Something of this spirit is reflected in the story of the late Zen master Taji, who lay dying. One of his disciples, recalling the fondness the roshi had for a certain cake, went in search of some in the bake shops of Tokyo. After some time he returned with the delicacy for the master, who smiled a feeble smile of appreciation and began nibbling at it. Later as the master grew visibly weaker, his disciples asked if he had any departing words of wisdom or advice. Taji said, “Yes.” As they drew closer, so as not to miss the faintest syllable, Taji whispered, “My, but this cake is delicious.” With those words he died.

Here is neither a cynical humor, born of resignation and despair, nor a defiant humor, making some last gesture of rebellion against the meaninglessness of life. Nor is this a sarcastic and bitter humor, mocking the disruption or cessation of the “best-laid schemes of mice and men”. The spirit is quite different. This is a humor of acceptance, a final “yes” to the opportunity of life, albeit transient. It expresses the joy of life, and of the smallest particulars of life, without at the same time frantically clutching to life.
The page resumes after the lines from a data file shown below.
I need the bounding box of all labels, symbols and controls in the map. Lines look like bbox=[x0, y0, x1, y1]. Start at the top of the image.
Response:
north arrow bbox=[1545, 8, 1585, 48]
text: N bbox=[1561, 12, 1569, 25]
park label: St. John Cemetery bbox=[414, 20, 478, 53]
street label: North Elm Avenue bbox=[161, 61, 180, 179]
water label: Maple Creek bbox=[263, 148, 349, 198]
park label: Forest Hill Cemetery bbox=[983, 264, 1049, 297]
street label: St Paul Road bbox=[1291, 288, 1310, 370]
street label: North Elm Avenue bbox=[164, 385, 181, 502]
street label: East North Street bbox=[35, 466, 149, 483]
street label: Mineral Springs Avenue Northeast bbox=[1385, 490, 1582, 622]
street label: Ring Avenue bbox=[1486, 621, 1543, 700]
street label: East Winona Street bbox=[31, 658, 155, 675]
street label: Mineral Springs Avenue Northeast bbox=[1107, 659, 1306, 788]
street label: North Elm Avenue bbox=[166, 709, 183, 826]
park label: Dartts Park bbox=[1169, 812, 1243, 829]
The popular Laughing Buddha now found in many Indian homes is the Japanese Hotei, whose Chinese name, Pu-tai, literally means “linen sack.” He was a jolly, roly-poly monk of the tenth century who traveled from village to village, playing with children, bringing them trinkets and sweetmeats in his sack, like an Oriental Santa Claus, and otherwise using his sack as a sleeping bag. He is sometimes identified with the Buddha of the future, Maitreya, the compassionate one who will get rid of tears and bring back smiles. His laughter is both an expression of, and a inspiration for, enlightenment.